Learning and seeing the therapeutic impact of music on children with autism, he delved into music therapy in practice and research, partnering again with the autism center to work with staff and children on bringing music into their daily lives.

Going from interest to execution was a two and a half year journey.

Given his growth due to the journey, he will be studying at New York University this fall as a psychology major. Thus, starting early gives your child the runway to experiment, lead and flourish.

2. Prep for Standardized Exams

Aim to reach your ideal scores by spring of the year of application, so that the remaining months before the early decision deadline in the fall can be focused on activities and application essays. SAT, ACT, and TOEFL preparation should start at least one year before the application year. Practice exams are essential. From my experience, strategic support from a testing institution is efficient as they can pinpoint areas to spend more time and effort on and create a study plan that helps to diminish the fear of taking standardized exams.

3. Practice Balance

The college application journey is one of self-discovery and to encourage self-reflection, it helps to practice balance. 

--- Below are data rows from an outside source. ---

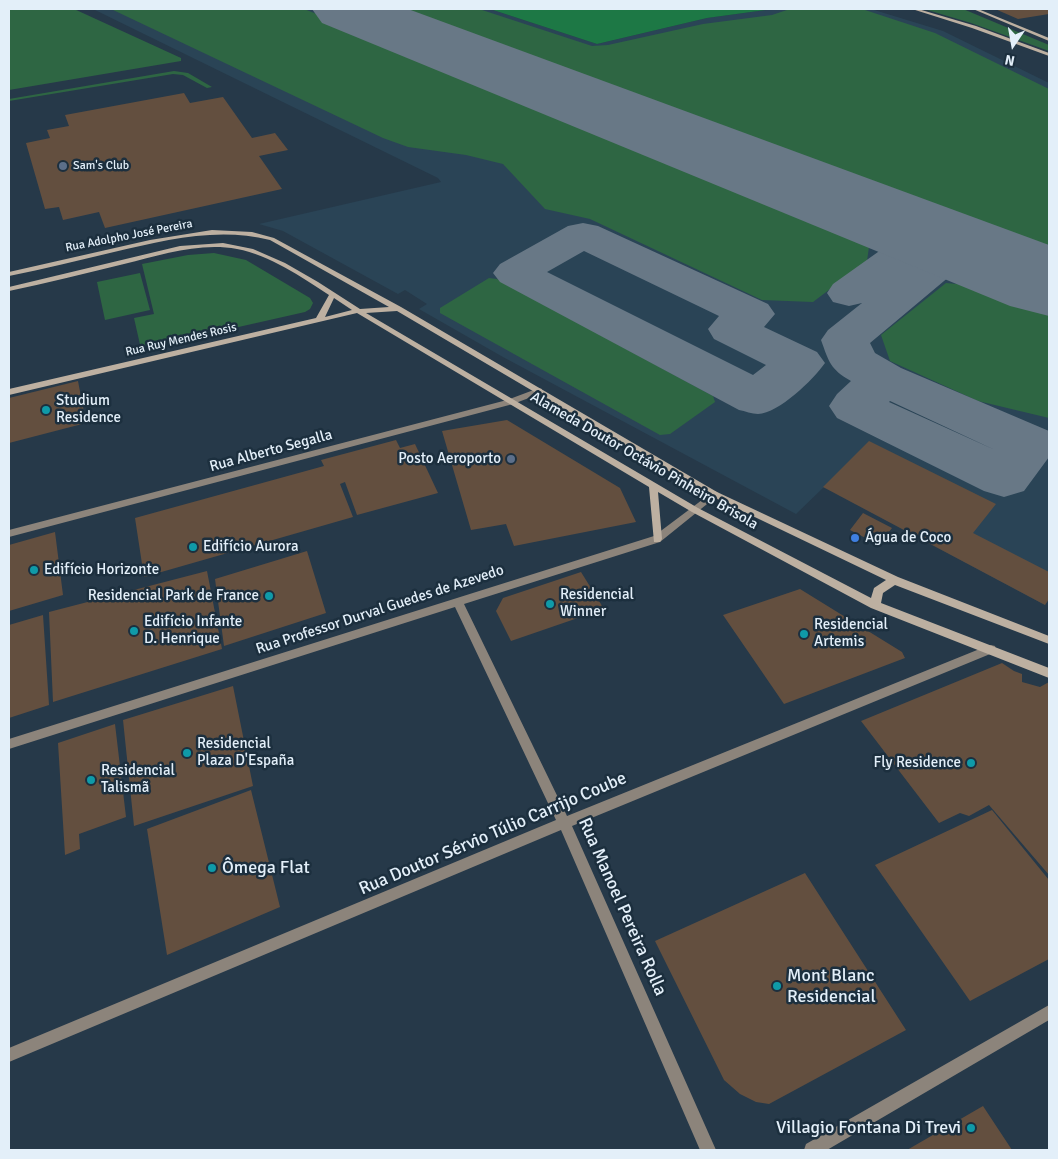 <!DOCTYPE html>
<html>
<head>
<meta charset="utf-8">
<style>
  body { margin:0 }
  #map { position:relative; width:1058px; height:1159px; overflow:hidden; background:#263949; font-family:Signika,sans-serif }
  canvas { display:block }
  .frame { position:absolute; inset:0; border:10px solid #e3eff9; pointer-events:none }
  .north { position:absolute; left:988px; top:20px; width:50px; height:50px; -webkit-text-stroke:4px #1c2f3e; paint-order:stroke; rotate:192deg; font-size:14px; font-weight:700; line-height:20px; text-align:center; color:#e3eff9 }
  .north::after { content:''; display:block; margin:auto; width:18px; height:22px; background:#e3eff9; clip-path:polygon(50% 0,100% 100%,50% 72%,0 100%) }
</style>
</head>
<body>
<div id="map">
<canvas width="1058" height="1159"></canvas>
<div class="frame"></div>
<div class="north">N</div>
</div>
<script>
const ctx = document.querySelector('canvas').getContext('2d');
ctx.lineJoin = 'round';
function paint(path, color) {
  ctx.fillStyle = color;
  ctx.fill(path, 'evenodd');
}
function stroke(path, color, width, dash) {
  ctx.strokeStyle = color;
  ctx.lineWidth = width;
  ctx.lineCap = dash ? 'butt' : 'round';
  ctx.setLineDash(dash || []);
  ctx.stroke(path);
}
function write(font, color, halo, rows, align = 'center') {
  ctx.font = font + ' Signika,sans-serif';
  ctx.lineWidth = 5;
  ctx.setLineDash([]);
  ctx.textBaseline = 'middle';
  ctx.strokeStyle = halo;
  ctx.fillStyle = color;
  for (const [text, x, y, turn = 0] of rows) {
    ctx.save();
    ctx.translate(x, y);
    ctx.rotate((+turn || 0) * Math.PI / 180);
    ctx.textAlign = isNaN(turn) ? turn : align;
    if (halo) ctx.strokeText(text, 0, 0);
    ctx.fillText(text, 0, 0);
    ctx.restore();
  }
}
paint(new Path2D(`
  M93 9H490L597 44 707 18 773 9H871L943 31 1049 83V599L1045 605 824 487 796 514 503 357 419 309 427 304 405 290 398 294 283 231 259 224 441 182 438 178Z`), '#2a4456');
paint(new Path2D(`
  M9 9H74L181 58V61L9 90Z
  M111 9H304L855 226 870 240 867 261 813 302 762 300 590 219 545 209 503 164 466 155 408 147 383 138Z
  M388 9H479L592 46 608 45 703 24 772 15 790 9H862L935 33 1049 89V253Z
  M924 9H963L1049 45V51L971 23Z
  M174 71 188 73 212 87 207 88 183 75 173 74 9 101V99Z
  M214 253 246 260 310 298 313 303 310 309 305 312 141 349 134 318 154 314 142 264 188 255Z
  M140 273 150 310 105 320 97 282Z
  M489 278 497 279 713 396 715 402 670 434 660 435 440 313V308Z
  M946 283 998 288 1049 309V418L978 401 890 361 881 335Z`), '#2e6643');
paint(new Path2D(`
  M490 9H773L707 18 597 44Z`), '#1d7845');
paint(new Path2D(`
  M892 209 906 212 929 250 927 254C952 247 999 251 1024 258L1031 267 1024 276 1009 280 950 276 870 343 875 353 901 368 1049 431V457L1024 491 1004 497 984 491 837 418 829 406 837 394 851 381C830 369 829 362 821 340L828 330 862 303 849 306 833 302 827 293 833 284 885 247 872 221 878 212ZM890 401 995 450 889 402Z
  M583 223 598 226 768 304 775 314 764 327 817 352 825 363C813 380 779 413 758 414 752 414 745 411 739 410L500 282 493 273 500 264 568 226ZM584 251 719 316 708 329 714 339 766 365 753 375 547 272Z`), '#687886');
paint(new Path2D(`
  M312 9H408L1049 245V316L1010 306 322 23Z`), '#687886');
paint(new Path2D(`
  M995 9H1049V14L1018 19Z
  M184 93 190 103 223 97 252 138 275 133 288 150 259 156 282 189 105 228 99 212 63 220 59 207 45 209 26 143 50 138 47 130 69 126 65 115Z
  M78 381 86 423 9 443V398Z
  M507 420 620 488 636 522 514 546 506 524 471 530 442 431Z
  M396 440 400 448 415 444 438 493 357 515 345 482 340 484 353 517 144 577 135 518 324 466 321 460Z
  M869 441 996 504 973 533 1049 572V599L1045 605 823 487Z
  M863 513 892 528 879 545 850 530Z
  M55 532 63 595 9 611V545Z
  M307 551 326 613 224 646 215 579Z
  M207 571 222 649 53 702 49 612Z
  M581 572 604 609 511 641 496 611 503 598Z
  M800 589 902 652 905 658 784 704 723 615Z
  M43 615 49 705 9 718V625Z
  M1002 663 1014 671 1022 674V682L1040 687 1049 682V875L989 805 969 816 960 813 939 823 861 721Z
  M233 686 253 786 134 826 123 720Z
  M115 724 126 817 79 834 80 849 65 855 58 743Z
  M251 790 280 907 167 955 147 829Z
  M992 810 1049 880V959L970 1001 875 865Z
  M805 873 906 1030 769 1104 756 1102 740 1094 724 1080 655 941Z
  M983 1106 1012 1150H907Z`), '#634f3f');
paint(new Path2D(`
  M539 388 542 389V393L513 404 9 537V530L507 400Z
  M714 491 717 492 719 494 717 496 660 542 464 604 567 816 987 646 991 645 995 646 996 649 995 652 572 826 716 1150H700L561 830 9 1062V1048L556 820 455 607 9 749V739L654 536Z
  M1049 1005V1020L827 1150H804L806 1144Z`), '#8c847b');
paint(new Path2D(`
  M912 9H918L976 26 1049 53V56L972 28Z
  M973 9H978L1049 38V41Z
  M212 230 252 232 274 238 401 307 717 492 898 577 1049 636V644L895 585 883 593 881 603 1049 668V678L871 608 692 512 658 492 662 539 660 542H654L649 487 357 313 9 395V389L316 318 329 295C301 277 270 255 237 249 199 242 161 255 124 264 86 273 47 283 9 291V287L180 246 223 243 253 249 285 263 318 282 360 309 389 307 270 240C217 227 166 240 114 252 79 260 44 269 9 276V272L150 240ZM334 298 352 310 325 317ZM397 311 711 496 886 580 874 588 871 598 698 508 366 313Z`), '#bdb0a1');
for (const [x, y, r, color] of [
  [63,166,5,"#5c6f8a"],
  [46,410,5,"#0f9aa8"],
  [511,459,5,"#5c6f8a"],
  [855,538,5,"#3f7fe0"],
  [193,547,5,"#0f9aa8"],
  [34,570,5,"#0f9aa8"],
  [269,596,5,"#0f9aa8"],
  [550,604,5,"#0f9aa8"],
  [134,631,5,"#0f9aa8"],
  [804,634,5,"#0f9aa8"],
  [187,753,5,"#0f9aa8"],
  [971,763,5,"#0f9aa8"],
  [91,780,5,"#0f9aa8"],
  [212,868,5,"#0f9aa8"],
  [777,986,5,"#0f9aa8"],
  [971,1128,5,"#0f9aa8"]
]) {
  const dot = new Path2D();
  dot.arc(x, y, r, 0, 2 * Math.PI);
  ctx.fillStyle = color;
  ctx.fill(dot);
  stroke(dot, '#1c2f3e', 2);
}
write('12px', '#e3eff9', '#1c2f3e', [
  ["Sam's Club",73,166]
], 'left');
write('12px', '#e3eff9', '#1c2f3e', [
  ["Rua Adolpho José Pereira",129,236,-11],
  ["Rua Ruy Mendes Rosis",181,340,-13]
]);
write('15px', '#e3eff9', '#1c2f3e', [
  ["Studium",56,401],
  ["Residence",56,418],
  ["Posto Aeroporto",501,459,"right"],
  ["Água de Coco",865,538],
  ["Edifício Aurora",203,547],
  ["Edifício Horizonte",44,570],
  ["Residencial",560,595],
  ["Winner",560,612],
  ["Residencial Park de France",259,596,"right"],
  ["Edifício Infante",144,622],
  ["D. Henrique",144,639],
  ["Residencial",814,625],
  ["Artemis",814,642],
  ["Residencial",197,744],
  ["Plaza D'España",197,761],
  ["Fly Residence",961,763,"right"],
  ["Residencial",101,771],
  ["Talismã",101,788]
], 'left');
write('15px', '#e3eff9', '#1c2f3e', [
  ["Rua Alberto Segalla",271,451,-15],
  ["Alameda Doutor Octávio Pinheiro Brisola",644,461,30],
  ["Rua Professor Durval Guedes de Azevedo",380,610,-18]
]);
write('18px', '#e3eff9', '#1c2f3e', [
  ["Rua Doutor Sérvio Túlio Carrijo Coube",493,834,-23],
  ["Rua Manoel Pereira Rolla",622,907,66]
]);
write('18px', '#e3eff9', '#1c2f3e', [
  ["Ômega Flat",222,868],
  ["Mont Blanc",787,976],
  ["Residencial",787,997],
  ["Villagio Fontana Di Trevi",961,1128,"right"]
], 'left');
</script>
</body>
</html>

Focusing all efforts on academics is not a winning formula for college admissions or life as it’s focused only on one facet of a student’s life. To practice balance, a student, with their parents’ support, must explore their interests in academics, community service, and personal passions.

4. Encourage Independence

It’s important to encourage independence for your child’s self-discovery on academic, community, and personal interests, which influences what they will want to study in college. After all, it’s your child that is applying to college, not you. Let them take the lead on research into colleges and majors and be supportive with guidance when it comes to college visits during holidays as borders normalize. Keep the dialogue as a discussion instead of a didactic lecture. Kids will resonate with parents who approach with mindful advice and kind support.

5. Be Supportive

Admittedly, the college application season can be a stressful one. Compassion in listening to kids’ concerns and offering encouragement goes a long way. Often my students share that their parents will compare them to other students in the hope of inspiring them to move forward. However, this approach deflates and increases stress while lowering self-confidence, which can prevent them from exerting effort on activities and essays.

So, to demonstrate authentic support, be present and positive with them.

6. Celebrate Milestones

This is a long journey, so celebrating milestones keeps morale high!

When certain milestones are reached, such as reaching a standardized testing goal, winning an academic competition, or earning service accolades, celebrate the successes! They can be as simple as a pat on the back, celebratory emojis messaged to them, or eating their favorite meal.

Regardless of what they are, the celebrations keep kids motivated throughout the journey.

Margie Chiang is a partner at Joyview Education. As an education advisor, she integrates her leadership coaching experience and marketing savviness to coach middle and high school students on successfully navigating the college applications process and life.